Task details » Through the line that contains "Parse the screen", return the data below exactly, starting at its first line; leave the rest out.
BEGIN Input records
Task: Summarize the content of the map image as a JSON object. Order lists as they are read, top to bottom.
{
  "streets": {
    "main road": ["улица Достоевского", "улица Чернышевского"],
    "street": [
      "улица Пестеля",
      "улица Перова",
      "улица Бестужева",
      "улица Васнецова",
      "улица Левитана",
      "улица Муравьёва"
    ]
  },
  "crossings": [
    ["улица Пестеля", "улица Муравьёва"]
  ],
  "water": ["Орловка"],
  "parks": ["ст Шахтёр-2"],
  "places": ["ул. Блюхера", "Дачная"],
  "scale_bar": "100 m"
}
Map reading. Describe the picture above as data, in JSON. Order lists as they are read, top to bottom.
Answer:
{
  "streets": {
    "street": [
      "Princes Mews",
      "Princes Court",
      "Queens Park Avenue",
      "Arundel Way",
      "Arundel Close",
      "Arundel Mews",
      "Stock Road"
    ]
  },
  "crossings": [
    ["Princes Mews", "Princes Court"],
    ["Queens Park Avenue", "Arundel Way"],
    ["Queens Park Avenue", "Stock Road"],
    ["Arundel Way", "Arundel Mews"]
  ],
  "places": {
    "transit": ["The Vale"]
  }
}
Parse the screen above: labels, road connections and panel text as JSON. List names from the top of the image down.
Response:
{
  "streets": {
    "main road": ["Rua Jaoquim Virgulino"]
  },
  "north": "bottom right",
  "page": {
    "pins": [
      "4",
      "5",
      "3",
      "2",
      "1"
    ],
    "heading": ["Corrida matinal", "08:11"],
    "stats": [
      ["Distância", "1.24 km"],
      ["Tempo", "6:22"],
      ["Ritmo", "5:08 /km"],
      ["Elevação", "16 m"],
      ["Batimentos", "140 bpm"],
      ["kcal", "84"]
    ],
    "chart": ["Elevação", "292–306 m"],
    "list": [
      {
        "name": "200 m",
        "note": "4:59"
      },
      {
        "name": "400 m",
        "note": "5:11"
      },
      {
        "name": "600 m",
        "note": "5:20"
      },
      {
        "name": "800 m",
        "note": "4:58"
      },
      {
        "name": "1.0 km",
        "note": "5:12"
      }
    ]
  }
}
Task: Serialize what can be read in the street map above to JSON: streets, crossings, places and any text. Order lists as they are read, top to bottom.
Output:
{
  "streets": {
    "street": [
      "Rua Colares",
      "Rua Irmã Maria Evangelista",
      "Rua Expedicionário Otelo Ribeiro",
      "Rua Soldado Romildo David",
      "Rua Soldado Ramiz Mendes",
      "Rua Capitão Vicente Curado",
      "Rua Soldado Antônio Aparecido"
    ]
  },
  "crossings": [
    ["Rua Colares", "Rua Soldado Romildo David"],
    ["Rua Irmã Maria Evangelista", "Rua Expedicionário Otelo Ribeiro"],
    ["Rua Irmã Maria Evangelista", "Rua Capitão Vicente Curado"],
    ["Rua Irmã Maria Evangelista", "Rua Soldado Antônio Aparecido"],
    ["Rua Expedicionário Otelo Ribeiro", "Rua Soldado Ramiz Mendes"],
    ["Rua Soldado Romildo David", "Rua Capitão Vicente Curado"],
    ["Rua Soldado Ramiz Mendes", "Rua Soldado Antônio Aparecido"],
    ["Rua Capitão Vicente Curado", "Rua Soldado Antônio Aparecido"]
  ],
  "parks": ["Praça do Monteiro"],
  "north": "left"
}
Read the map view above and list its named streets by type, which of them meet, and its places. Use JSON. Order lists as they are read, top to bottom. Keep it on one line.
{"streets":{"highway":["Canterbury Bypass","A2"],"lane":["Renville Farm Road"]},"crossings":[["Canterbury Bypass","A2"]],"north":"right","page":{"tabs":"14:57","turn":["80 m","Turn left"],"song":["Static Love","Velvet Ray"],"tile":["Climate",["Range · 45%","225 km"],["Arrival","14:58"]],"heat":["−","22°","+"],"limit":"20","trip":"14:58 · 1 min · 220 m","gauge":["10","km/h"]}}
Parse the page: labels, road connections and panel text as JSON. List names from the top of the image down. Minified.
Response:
END Input records
Reply »
Task: Summarize the content of the map image as a JSON object. Order lists as they are read, top to bottom.
{
  "streets": {
    "main road": ["улица Достоевского", "улица Чернышевского"],
    "street": [
      "улица Пестеля",
      "улица Перова",
      "улица Бестужева",
      "улица Васнецова",
      "улица Левитана",
      "улица Муравьёва"
    ]
  },
  "crossings": [
    ["улица Пестеля", "улица Муравьёва"]
  ],
  "water": ["Орловка"],
  "parks": ["ст Шахтёр-2"],
  "places": ["ул. Блюхера", "Дачная"],
  "scale_bar": "100 m"
}
Map reading. Describe the picture above as data, in JSON. Order lists as they are read, top to bottom.
Answer:
{
  "streets": {
    "street": [
      "Princes Mews",
      "Princes Court",
      "Queens Park Avenue",
      "Arundel Way",
      "Arundel Close",
      "Arundel Mews",
      "Stock Road"
    ]
  },
  "crossings": [
    ["Princes Mews", "Princes Court"],
    ["Queens Park Avenue", "Arundel Way"],
    ["Queens Park Avenue", "Stock Road"],
    ["Arundel Way", "Arundel Mews"]
  ],
  "places": {
    "transit": ["The Vale"]
  }
}
Parse the screen above: labels, road connections and panel text as JSON. List names from the top of the image down.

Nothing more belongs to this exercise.